Diana é uma defensora da diferença, ou até, da igualdade na diferença. “Ninguém é perfeito. E a sociedade está pouco preparada para lidar com as incapacidades de mobilidade. Ainda somos muito excluídos da sociedade”.
E a verdade é que, segundo Diana, há quem precisa de aprender a lidar com as limitações motoras dos outros. “Há uma certa intrusão que as pessoas têm de aprender a controlar. Chegam a forçar-me a receber ajuda, fazem-me perguntas sem me conhecerem. É uma intrusão na minha vida. Parece que as pessoas precisam de ouvir o outro como um igual” explica.

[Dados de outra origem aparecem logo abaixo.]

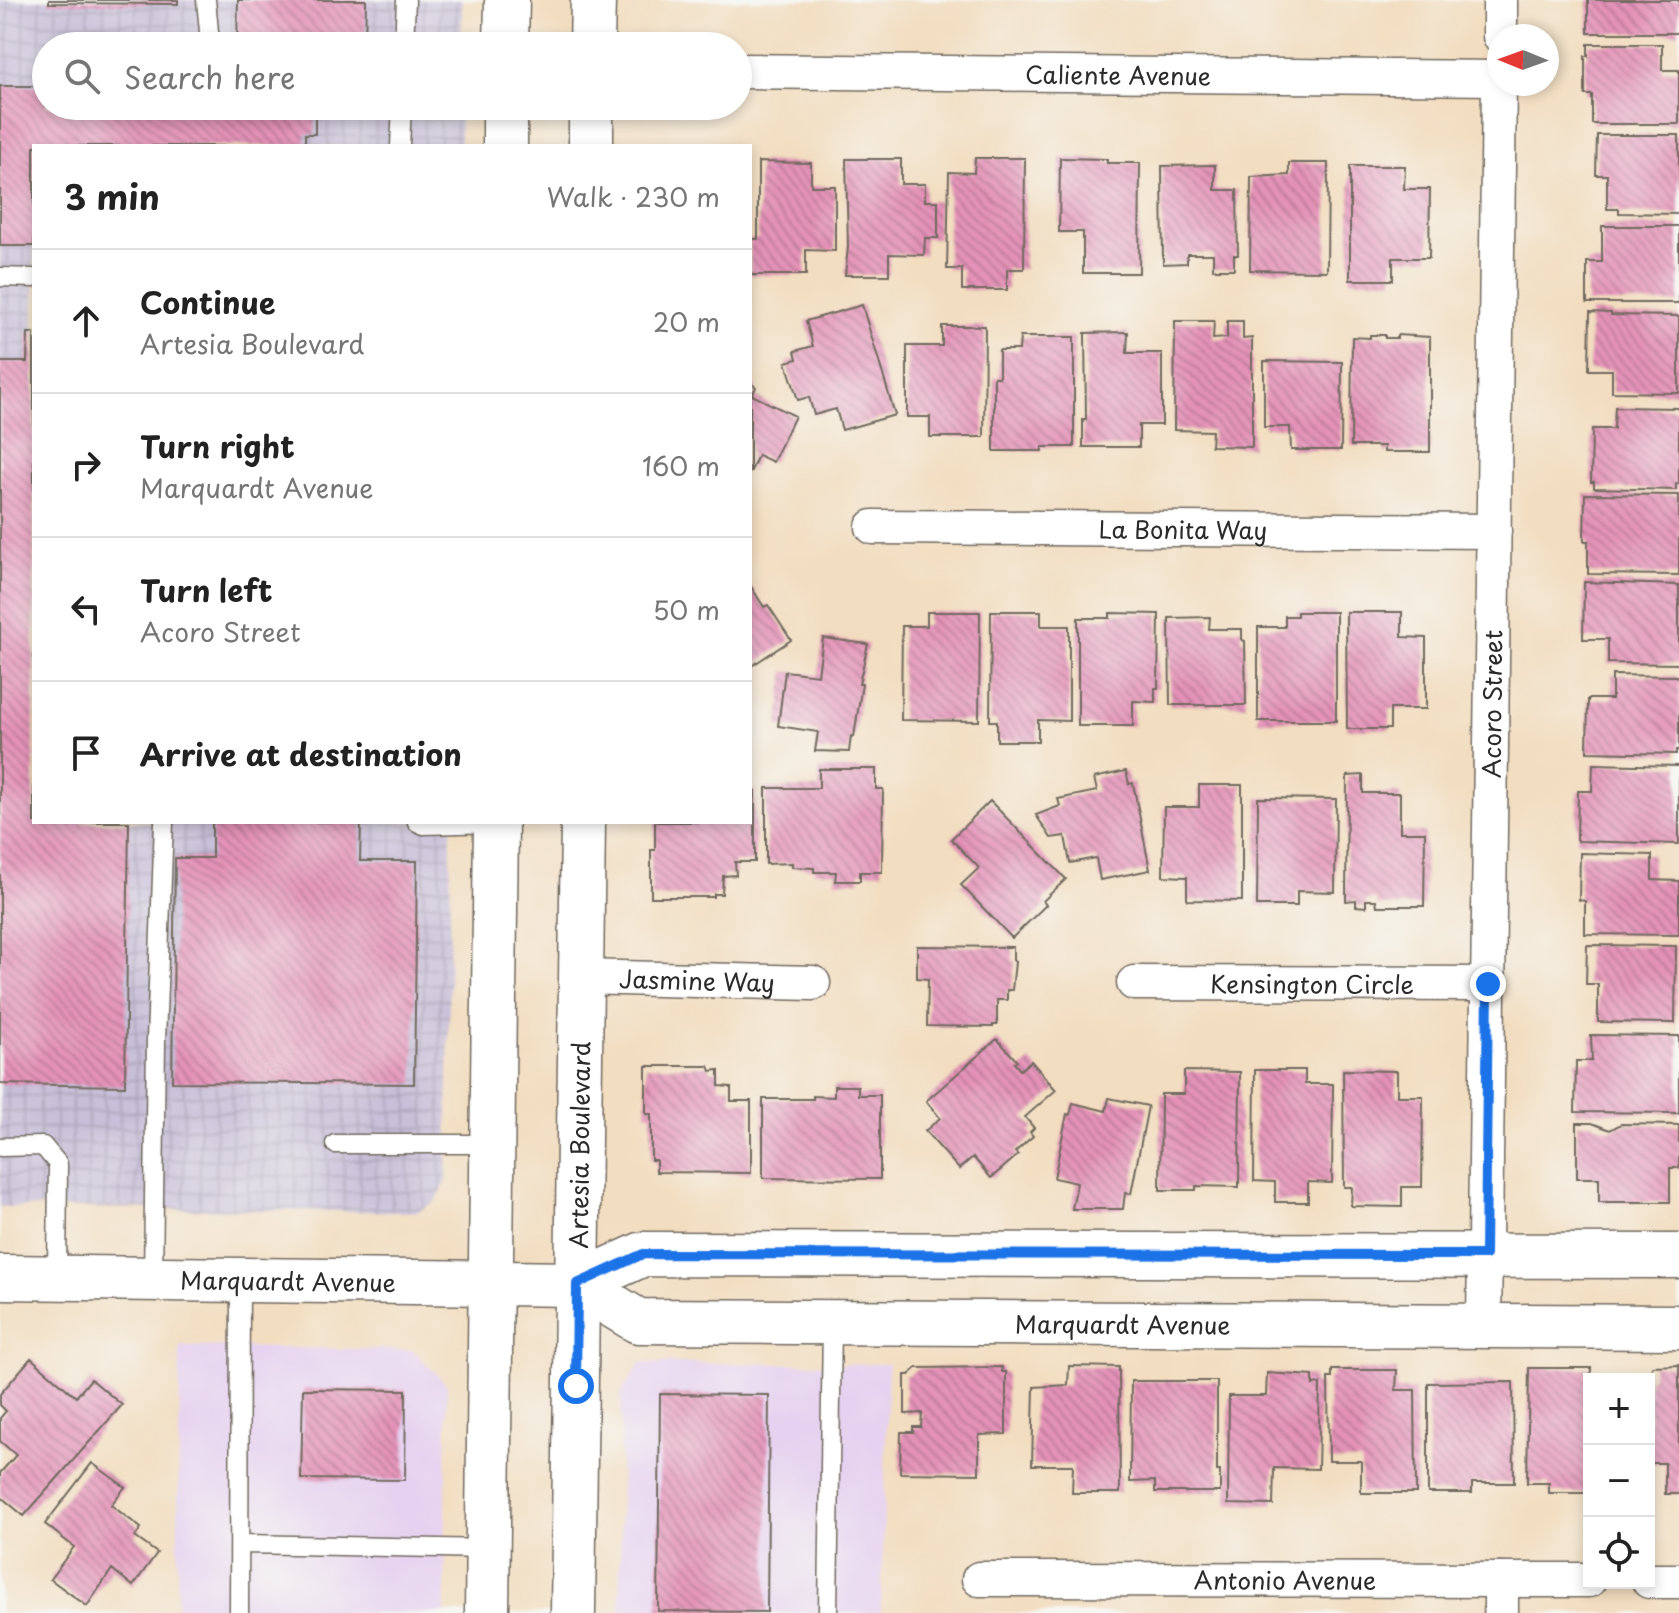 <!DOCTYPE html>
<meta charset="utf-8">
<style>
body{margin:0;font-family:"Playpen Sans",sans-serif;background:#f2f2f2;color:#222}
.controls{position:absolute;right:24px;bottom:24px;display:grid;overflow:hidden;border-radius:0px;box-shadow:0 4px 12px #0003}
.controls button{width:72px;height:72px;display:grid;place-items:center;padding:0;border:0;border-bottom:2px solid #e0e0e0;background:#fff;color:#222;font:40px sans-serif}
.compass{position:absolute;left:1487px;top:24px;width:72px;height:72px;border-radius:50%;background:#fff;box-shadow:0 4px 12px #0003;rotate:271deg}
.stop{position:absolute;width:24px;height:24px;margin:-18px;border:6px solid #1a73e8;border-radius:50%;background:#fff}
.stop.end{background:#1a73e8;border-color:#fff;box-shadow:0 2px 8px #0008}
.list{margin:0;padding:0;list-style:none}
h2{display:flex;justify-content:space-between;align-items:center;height:104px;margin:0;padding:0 32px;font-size:34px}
h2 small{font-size:26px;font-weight:400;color:#767676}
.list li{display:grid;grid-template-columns:52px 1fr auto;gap:24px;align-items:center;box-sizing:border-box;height:144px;padding:0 32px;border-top:2px solid #e0e0e0}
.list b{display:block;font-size:30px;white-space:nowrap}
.list p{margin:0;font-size:26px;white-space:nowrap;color:#767676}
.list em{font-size:26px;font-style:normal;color:#767676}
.icon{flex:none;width:44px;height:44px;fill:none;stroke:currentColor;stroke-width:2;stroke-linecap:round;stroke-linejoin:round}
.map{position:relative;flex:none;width:1679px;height:1613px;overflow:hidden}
.search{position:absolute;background:#fff;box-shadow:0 4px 12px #0003;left:32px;top:32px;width:720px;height:88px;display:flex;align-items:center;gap:20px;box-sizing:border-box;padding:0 28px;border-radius:44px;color:#767676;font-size:30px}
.panel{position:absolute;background:#fff;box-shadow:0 4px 12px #0003;left:32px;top:144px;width:720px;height:680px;border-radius:0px}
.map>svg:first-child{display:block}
.built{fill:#e6d2f0}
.industrial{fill:url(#industrial-grid)}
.building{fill:url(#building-back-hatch)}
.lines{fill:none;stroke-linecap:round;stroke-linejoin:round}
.service-casing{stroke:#71695f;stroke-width:21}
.minor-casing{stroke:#71695f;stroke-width:37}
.secondary-casing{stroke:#71695f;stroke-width:47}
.service{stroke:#fff;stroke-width:18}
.minor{stroke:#fff;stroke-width:34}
.secondary{stroke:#fff;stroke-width:44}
.route{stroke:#1a73e8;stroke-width:10}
.labels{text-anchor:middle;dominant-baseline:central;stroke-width:6;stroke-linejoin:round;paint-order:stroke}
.street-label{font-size:24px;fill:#2b2b2b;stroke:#f6f6f2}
</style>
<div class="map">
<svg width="1679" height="1613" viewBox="0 0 1679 1613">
<defs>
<pattern id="industrial-grid" width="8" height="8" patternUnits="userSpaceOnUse" patternTransform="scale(2)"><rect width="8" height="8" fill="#c8bfd8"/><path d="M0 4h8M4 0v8" fill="none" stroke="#aca4ba"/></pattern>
<pattern id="building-back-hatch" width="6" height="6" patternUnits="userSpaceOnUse" patternTransform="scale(2)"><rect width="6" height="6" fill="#e493b8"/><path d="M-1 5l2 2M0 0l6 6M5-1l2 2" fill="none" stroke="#b97896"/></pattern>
</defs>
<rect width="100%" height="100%" fill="#f6f6f2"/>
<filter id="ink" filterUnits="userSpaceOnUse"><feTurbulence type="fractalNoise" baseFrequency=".0125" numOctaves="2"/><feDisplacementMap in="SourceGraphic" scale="16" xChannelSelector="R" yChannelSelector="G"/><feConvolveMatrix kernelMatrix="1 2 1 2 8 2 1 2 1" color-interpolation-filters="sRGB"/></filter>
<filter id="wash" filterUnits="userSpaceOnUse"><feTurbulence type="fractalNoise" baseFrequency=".006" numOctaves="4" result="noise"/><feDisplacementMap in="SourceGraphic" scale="32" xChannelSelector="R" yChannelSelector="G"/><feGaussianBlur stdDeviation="1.8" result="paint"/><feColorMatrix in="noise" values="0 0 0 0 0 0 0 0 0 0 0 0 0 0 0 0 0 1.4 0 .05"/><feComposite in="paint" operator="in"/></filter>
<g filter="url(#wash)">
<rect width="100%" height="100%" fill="#f2ddc0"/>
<path class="built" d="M180,1346L413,1350L447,1385L445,1613H177Z
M640,1363L888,1364L881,1613H620L621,1393Z"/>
<path class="industrial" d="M0,0H462L461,46H46V106H460V146H34V822H451L447,1181L435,1202L417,1212L0,1207Z"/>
<g id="blocks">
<path class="building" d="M49,0H178V4L49,3Z
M238,0H366L365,46L237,44Z
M1588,0H1679V33H1588Z
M1588,44H1662V70H1679V124H1592V95H1585V56H1588Z
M0,86H46V106H315V134H305V146H34V246H0Z
M1597,135H1679V214L1619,213V209H1607V175H1596Z
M975,158H1025L1024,269H1007V290H962V269H947L949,172L974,173Z
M1060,158L1107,159V163H1140L1139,273H1083V232H1059Z
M846,159H901V184H925V201H938V238H925L924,255L889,254V275H845L848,247Z
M758,162L811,163V186H835V251L806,250V275H750V239H758Z
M1289,163H1328L1327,271L1250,270L1251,177L1289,175Z
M1215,165V190H1237L1238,255H1234V269H1213V254H1187V263L1163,264L1162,166Z
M1350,166H1405L1404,189H1430L1429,258H1393V280H1350Z
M1602,226H1679V303H1587V262H1602Z
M862,305L895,415L842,430L836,409L814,415L809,397L798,400L786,362L797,359L795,351L813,346L806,321Z
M1590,312L1611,313V315L1679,316V393L1612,392V370H1589Z
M1175,321H1214L1213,339L1227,338V321H1243V339L1252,338V447L1211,446L1212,431L1174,430Z
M942,326H985L984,437H930V417H907V346H942Z
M1128,332L1127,353H1162V425H1139V447H1083V419H1086L1085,333Z
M28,333H34V822H129L125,1086L0,1084V362H27Z
M1370,335H1385V338H1397V335L1430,337V452H1384V446H1351L1352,337L1370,338Z
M1020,337H1074V447H1042V451H994V377H999V350H1019Z
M1264,361L1342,362L1341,450H1291L1290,427H1264Z
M750,383L756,387L752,395L795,416L773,462L758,455L750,473Z
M1615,407L1679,408V484H1676V490L1594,488V482H1591L1592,429H1614Z
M1585,494L1679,495V575L1588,574V541H1584Z
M1584,582L1679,585V664L1608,663V639H1583Z
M750,585L764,607L768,605L791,640L750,667Z
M991,611H1041V626H1069V721L1038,720V741H997V721H990Z
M927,612H980L979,721L901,720L902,626H927Z
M1297,612H1336V721H1258V627H1285V616H1297Z
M1346,612H1402V637L1426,638V709H1390V729H1347Z
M1110,613L1159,614L1158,688H1155V702L1133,701V726H1078V618H1110Z
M1210,617L1209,629H1242V640L1245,641L1246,705H1170L1169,618Z
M823,638L868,644L859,684H862L854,737L851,736L849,752L815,751L818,732L778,726L785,671L818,675Z
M1612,675L1676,676L1679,679V750H1676V754L1587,752L1588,699H1612Z
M1593,764L1679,766V844L1577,841L1578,791H1592Z
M819,769H876V789H883L882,872H860V881H835L836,872H814V868L792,867V863L766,864V788H819Z
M1126,771L1129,784L1133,783L1150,870L1100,880L1096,858L1070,863L1065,836L1051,838L1036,815L1060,806L1058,799L1097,791L1094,778Z
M1363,775V793H1400V832H1425L1424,906H1377L1376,900H1366V907L1356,906V900L1346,901L1347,776Z
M1199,785H1242V901L1187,900V877L1163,876L1164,807H1199Z
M750,790H755V862H735L736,875L723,876L722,894H714V897H651V850H655V822H750Z
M1258,798L1336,799L1335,892L1297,891V906H1257Z
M990,801L1066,879L1043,901L1046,905L1012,938L961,885L979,868L951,839Z
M212,822H361L360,861H417L414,1084L172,1082L175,858H212Z
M1580,853L1652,855V880L1679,881V935L1585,934V901L1579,900Z
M1587,945L1676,946L1675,1023L1598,1022V984H1586Z
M917,946L1013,947V960L1015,962L1012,990H1007V1000H997V1025H993V1027L927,1026L928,979L917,978Z
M1591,1035L1679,1036V1113L1575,1112L1576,1061H1592Z
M997,1039L1017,1061L1014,1063L1020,1070L1031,1061L1056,1090L1025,1117L1034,1128L1030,1132L1033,1136L1015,1152L1018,1155L991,1178L973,1157L959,1169L925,1131L940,1118L926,1101Z
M646,1066H709L711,1071L719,1070V1086L731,1087V1101H751V1173L656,1172V1160H651V1114H646Z
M1255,1070H1305V1084H1333L1332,1183L1308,1182V1202H1275V1182L1254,1181Z
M1343,1070L1397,1071V1096H1423L1422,1187H1402V1207L1351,1206L1352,1187H1344Z
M1184,1071L1240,1072L1239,1187L1196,1186V1190H1160L1161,1094H1184Z
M834,1086H858V1095H880V1179L763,1178V1099H813V1096L834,1097Z
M1109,1098L1148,1106L1131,1194L1125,1193L1123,1209H1072L1077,1183L1054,1178L1067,1114L1070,1115L1073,1103L1106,1111Z
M1577,1123H1592L1610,1130L1621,1124L1679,1125V1168H1670V1202H1599V1178H1577Z
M31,1358L76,1397L91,1379L122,1405L24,1516L0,1496V1473L16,1455L0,1441V1418L6,1411L0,1405V1394Z
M1679,1365V1494H1665V1463H1649V1378H1652V1366Z
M1069,1366L1119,1367L1120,1493H1072L1073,1465H1032L1034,1387L1068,1385Z
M1002,1367V1372H1006V1434L979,1435V1474L900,1473L901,1432H913V1427H921L922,1413L905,1414V1375H909L917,1368Z
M1529,1368H1591L1589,1493H1549V1483H1527Z
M1332,1370H1397L1396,1390H1415L1416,1493H1361V1461H1329L1328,1378H1332Z
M1267,1373L1313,1376V1385L1320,1384L1318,1469L1274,1468L1273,1505L1228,1504L1229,1396H1266Z
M1131,1381H1217V1471H1220V1492H1155V1481L1130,1482Z
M1513,1382L1514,1483H1472V1493H1428V1383Z
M303,1389L406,1390L405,1480L301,1479Z
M660,1394L769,1395L767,1612L658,1611Z
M92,1463L125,1487L111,1505L141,1528L135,1537L157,1553L133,1586L112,1569L87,1606L50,1579L74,1547L45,1524Z"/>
</g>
</g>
<g filter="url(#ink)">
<use href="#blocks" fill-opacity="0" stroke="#71695f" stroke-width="2"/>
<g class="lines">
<g class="service-casing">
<path id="service" d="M206,0L210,42L215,46
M404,46L406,0
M400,146L402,106
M0,277L34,278
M417,822L424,825L496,823
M335,1144H492
M0,1147L43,1146L58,1164L57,1278
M153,1279L156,1040L164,822
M240,1544L487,1549
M239,1613L240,1280
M828,1613L832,1323"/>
</g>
<g class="minor-casing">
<g id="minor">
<path d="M1500,36V0"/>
<path id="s1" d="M738,71L1499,78"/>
<path id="s2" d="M873,527L1494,531"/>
<path id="s3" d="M581,977L813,983"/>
<path id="s4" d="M1134,983L1488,984"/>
<path id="s5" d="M1484,1326L1499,83"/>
<path id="s6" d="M979,1579L1589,1580"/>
<path d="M1649,1581H1679"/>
<path d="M1501,1613V1580"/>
</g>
</g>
<g class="secondary-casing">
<g id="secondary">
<path d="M506,46L507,0"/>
<path d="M592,46L593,0"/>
<path d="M505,146V106"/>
<path d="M591,146V106"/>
<path id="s7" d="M0,1277L577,1284L643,1254L1679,1256"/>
<path id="s8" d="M577,1284L638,1321L1679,1327"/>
<path d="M487,1613L496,822"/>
<path id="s9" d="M573,1613L583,822"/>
</g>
</g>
<use href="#service" class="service"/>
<use href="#minor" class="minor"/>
<use href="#secondary" class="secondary"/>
</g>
</g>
<g class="lines" filter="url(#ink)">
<path class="route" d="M576,1386L577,1284L643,1254L1485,1255L1488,984"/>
</g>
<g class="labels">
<g class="street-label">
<text stroke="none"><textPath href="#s1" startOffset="380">Caliente Avenue</textPath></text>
<text stroke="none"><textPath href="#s2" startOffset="310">La Bonita Way</textPath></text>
<text stroke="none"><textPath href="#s5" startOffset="622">Acoro Street</textPath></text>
<text stroke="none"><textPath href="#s3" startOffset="116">Jasmine Way</textPath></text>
<text stroke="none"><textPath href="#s4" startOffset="178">Kensington Circle</textPath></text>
<text stroke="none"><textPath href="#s9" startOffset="468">Artesia Boulevard</textPath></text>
<text stroke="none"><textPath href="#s7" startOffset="288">Marquardt Avenue</textPath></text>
<text stroke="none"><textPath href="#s8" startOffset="556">Marquardt Avenue</textPath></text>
<text stroke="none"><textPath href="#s6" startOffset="306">Antonio Avenue</textPath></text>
</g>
</g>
</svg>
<div class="controls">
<button>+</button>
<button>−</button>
<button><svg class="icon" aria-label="locate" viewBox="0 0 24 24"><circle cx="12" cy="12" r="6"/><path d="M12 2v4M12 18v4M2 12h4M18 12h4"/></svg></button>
</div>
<svg class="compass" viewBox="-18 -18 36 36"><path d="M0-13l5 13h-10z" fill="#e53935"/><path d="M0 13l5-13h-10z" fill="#767676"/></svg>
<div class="stop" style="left:576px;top:1386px"></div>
<div class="stop end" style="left:1488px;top:984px"></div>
<div class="search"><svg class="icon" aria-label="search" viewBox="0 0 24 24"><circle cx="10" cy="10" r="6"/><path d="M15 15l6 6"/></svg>Search here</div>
<section class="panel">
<h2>3 min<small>Walk · 230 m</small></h2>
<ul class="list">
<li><svg class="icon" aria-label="ahead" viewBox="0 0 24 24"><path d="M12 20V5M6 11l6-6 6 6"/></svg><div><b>Continue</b><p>Artesia Boulevard</p></div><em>20 m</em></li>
<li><svg class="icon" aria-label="right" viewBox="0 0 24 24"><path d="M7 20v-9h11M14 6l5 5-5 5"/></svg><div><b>Turn right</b><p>Marquardt Avenue</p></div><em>160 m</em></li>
<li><svg class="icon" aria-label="left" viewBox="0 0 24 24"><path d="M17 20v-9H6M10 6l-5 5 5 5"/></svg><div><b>Turn left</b><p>Acoro Street</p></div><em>50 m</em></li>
<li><svg class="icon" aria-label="arrive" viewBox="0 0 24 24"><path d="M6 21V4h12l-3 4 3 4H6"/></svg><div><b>Arrive at destination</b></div></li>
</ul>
</section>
</div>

Receber, em troca, o papel de herói, de superação e inspiração dos outros também consegue ser “um discurso gasto,” conta. “Não somos diferentes dos outros porque continuamos a viver o resto da nossa vida. Nós adaptamo-nos, independentemente daquilo que a vida nos atira.”
“Sim, podemos ser uma fonte de inspiração, mas seria bom que essa inspiração desse frutos práticos,” como a criação de empregos, e de apoios a pessoas que enfrentam a mesma situação de Diana.
“Quero falar do que escondemos. Não existi quase toda a minha vida por culpa da crença de ter de existir num corpo que não era o meu. Vou parar de pedir desculpa ao policiamento da norma, que destrói tudo que difere dela própria. Não sou incompleta. Quero parar esta violação da minha intimidade e ninguém me dirá como ser. Deixei de procurar o meu corpo no corpo do outro e encontrei-me com o outro. No trato secreto que faz do meu corpo um contador de histórias, encontrei o sentido do seu estado íntimo e real”.
Para ver a partir desta terça-feira no Teatro do Bairro Alto, em Lisboa.